For this question, what is the difference between the net ionic equation and just a regular balanced equation? How do I write the net ionic equation for this question?

[Kelly Bui 2I]

A net ionic equation shows the compounds and elements that are directly involved in the chemical reaction. When you solve for a net ionic equation, you would remove the spectator ions (the ions that are present in the solution but are not involved in the chemical reaction). This is different from a regular balanced equation which would show all the elements and compounds involved.

To find the net ionic equation, you would need to know the charges of each of the atoms.

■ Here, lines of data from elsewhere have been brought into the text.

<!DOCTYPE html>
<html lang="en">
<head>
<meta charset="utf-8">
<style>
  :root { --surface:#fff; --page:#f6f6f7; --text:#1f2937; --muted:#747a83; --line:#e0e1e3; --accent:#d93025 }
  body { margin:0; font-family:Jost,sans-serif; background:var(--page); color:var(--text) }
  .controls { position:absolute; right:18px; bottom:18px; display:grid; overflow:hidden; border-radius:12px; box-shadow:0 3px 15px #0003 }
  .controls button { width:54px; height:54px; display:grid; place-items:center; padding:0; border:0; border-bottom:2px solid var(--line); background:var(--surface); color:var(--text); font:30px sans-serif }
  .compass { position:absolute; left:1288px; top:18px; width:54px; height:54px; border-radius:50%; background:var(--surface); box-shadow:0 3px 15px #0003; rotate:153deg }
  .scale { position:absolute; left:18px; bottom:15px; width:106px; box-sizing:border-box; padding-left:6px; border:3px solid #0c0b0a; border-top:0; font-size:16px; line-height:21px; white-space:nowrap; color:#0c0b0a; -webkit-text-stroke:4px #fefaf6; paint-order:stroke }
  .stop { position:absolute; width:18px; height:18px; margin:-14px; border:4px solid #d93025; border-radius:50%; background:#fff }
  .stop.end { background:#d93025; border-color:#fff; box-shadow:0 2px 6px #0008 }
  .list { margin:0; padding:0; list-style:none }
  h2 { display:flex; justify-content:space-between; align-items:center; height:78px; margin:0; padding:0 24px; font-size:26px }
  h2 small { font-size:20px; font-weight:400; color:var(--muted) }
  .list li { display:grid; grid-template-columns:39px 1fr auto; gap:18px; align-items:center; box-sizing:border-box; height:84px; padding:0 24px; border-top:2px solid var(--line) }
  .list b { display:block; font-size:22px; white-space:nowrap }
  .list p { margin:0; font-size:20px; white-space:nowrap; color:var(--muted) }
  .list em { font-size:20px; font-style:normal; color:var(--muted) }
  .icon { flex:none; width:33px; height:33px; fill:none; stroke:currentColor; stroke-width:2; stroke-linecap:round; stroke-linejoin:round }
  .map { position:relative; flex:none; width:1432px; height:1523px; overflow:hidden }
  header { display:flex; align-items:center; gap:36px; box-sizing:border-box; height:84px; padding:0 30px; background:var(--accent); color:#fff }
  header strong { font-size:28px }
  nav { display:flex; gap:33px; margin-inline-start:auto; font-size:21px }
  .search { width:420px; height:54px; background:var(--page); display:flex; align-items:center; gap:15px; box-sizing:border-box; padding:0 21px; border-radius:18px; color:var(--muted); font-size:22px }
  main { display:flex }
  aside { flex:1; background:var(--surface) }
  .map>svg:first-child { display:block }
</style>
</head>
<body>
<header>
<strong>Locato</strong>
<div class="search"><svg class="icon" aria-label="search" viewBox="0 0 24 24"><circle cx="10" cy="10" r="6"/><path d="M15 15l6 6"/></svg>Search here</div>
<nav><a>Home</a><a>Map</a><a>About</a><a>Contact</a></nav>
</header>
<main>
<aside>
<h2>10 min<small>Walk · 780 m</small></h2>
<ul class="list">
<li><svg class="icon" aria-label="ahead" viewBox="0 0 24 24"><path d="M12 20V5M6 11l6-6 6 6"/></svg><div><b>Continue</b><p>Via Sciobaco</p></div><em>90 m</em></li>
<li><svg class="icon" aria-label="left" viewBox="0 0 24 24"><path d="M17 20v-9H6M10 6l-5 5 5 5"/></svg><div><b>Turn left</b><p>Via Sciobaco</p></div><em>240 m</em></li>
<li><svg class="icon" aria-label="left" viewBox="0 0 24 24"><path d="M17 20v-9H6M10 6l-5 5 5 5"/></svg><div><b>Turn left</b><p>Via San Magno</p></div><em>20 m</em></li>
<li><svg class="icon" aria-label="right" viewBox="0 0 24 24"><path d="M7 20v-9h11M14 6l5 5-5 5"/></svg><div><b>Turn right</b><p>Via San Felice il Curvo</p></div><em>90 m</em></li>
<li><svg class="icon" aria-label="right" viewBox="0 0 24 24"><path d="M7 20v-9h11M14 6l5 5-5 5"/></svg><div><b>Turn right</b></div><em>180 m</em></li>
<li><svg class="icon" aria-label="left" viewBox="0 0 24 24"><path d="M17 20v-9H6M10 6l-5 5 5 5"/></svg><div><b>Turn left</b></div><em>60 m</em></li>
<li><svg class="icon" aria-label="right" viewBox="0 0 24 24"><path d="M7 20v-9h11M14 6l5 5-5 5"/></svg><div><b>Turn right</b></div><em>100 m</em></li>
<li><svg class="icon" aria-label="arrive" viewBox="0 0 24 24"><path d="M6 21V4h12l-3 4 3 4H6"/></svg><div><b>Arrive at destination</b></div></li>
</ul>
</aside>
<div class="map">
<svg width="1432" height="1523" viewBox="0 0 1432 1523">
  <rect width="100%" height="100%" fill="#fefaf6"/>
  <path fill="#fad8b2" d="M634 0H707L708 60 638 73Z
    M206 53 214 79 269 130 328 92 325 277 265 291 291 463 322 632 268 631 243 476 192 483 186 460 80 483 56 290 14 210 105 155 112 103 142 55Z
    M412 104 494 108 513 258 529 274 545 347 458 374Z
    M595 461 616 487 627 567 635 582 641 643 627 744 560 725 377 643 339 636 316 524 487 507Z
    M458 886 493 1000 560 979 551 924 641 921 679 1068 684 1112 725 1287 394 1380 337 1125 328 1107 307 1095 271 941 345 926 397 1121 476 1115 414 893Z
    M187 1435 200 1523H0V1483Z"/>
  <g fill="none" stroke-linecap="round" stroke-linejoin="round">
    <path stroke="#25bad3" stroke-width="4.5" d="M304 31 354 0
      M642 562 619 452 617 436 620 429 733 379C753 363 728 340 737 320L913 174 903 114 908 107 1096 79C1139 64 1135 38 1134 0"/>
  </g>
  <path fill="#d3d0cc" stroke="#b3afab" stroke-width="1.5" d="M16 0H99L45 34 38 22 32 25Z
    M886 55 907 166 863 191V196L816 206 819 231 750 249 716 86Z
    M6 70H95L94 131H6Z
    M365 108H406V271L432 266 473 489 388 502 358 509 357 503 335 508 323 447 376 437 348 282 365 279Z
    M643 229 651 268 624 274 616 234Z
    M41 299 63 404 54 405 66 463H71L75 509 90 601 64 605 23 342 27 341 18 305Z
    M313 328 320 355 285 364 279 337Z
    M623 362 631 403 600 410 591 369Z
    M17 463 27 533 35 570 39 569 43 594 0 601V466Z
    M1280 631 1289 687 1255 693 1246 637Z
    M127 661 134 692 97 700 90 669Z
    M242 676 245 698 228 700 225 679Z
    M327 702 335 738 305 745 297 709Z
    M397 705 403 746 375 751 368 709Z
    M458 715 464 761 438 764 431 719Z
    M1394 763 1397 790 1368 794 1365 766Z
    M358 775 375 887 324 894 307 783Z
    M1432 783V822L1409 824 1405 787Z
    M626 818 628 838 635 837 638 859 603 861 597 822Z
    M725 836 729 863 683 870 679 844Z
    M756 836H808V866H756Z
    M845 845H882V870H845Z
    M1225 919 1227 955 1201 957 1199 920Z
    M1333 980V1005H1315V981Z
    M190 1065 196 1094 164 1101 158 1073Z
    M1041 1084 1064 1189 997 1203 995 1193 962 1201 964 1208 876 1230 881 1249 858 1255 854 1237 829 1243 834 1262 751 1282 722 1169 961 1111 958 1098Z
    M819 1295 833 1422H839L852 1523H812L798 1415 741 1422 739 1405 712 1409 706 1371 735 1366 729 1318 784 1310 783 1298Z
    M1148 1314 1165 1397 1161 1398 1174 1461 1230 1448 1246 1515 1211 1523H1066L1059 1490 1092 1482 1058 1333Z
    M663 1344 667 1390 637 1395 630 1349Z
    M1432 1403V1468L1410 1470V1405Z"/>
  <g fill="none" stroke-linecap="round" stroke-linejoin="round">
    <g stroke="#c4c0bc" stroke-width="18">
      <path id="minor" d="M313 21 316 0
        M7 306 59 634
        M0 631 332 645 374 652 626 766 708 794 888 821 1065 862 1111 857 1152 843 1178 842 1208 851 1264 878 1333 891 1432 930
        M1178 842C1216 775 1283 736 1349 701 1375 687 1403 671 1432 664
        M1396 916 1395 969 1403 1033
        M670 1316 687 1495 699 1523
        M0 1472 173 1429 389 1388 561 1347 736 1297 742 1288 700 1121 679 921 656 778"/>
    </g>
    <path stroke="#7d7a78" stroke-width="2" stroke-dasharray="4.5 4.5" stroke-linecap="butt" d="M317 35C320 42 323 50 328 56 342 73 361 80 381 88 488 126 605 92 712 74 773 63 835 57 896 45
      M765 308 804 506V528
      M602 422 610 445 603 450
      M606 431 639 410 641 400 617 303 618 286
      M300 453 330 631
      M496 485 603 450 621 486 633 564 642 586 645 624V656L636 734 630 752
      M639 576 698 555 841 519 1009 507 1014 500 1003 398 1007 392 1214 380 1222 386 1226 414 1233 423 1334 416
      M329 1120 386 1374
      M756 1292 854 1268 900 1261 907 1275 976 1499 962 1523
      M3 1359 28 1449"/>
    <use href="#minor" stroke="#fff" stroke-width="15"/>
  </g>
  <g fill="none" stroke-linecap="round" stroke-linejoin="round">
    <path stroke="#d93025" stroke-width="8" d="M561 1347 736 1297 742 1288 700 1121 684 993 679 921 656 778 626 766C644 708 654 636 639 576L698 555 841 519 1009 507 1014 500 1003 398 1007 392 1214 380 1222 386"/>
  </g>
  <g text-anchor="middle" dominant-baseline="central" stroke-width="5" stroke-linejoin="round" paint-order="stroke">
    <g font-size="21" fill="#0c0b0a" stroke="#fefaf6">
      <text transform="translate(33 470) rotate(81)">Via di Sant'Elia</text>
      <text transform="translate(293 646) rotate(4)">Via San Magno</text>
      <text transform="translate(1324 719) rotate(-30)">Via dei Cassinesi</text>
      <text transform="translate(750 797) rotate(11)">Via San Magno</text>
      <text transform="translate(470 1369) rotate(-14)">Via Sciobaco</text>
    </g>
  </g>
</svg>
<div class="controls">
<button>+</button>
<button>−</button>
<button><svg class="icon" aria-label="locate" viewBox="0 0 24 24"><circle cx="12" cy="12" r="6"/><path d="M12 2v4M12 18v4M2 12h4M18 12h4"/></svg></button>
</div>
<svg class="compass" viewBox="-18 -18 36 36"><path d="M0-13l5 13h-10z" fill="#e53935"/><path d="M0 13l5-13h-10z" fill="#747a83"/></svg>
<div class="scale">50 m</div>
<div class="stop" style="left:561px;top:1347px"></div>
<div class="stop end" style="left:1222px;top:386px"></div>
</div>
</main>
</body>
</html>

Copper (II) nitrate is [Cu(NO3)2] which would react with sodium hydroxide (NaOH) to produce copper(II) hydroxide [Cu(OH)2]. This equation would also produce Na(NO3) if you use the criss-cross method.

Then, you would balance out the equation to: Cu(NO3)2 + 2NaOH --> Cu(OH)2 + 2Na(NO3).

After that, you separate the aqueous solutions into ions while the solid solutions are left as is:
Cu + 2(NO3) + 2Na +2(OH) --> Cu(OH)2 + 2Na + 2(NO3)

Finally, you would cross out the ions that are repeated on the reactant and product side (aka spectator ions):
Cu + 2(OH) --> Cu(OH)2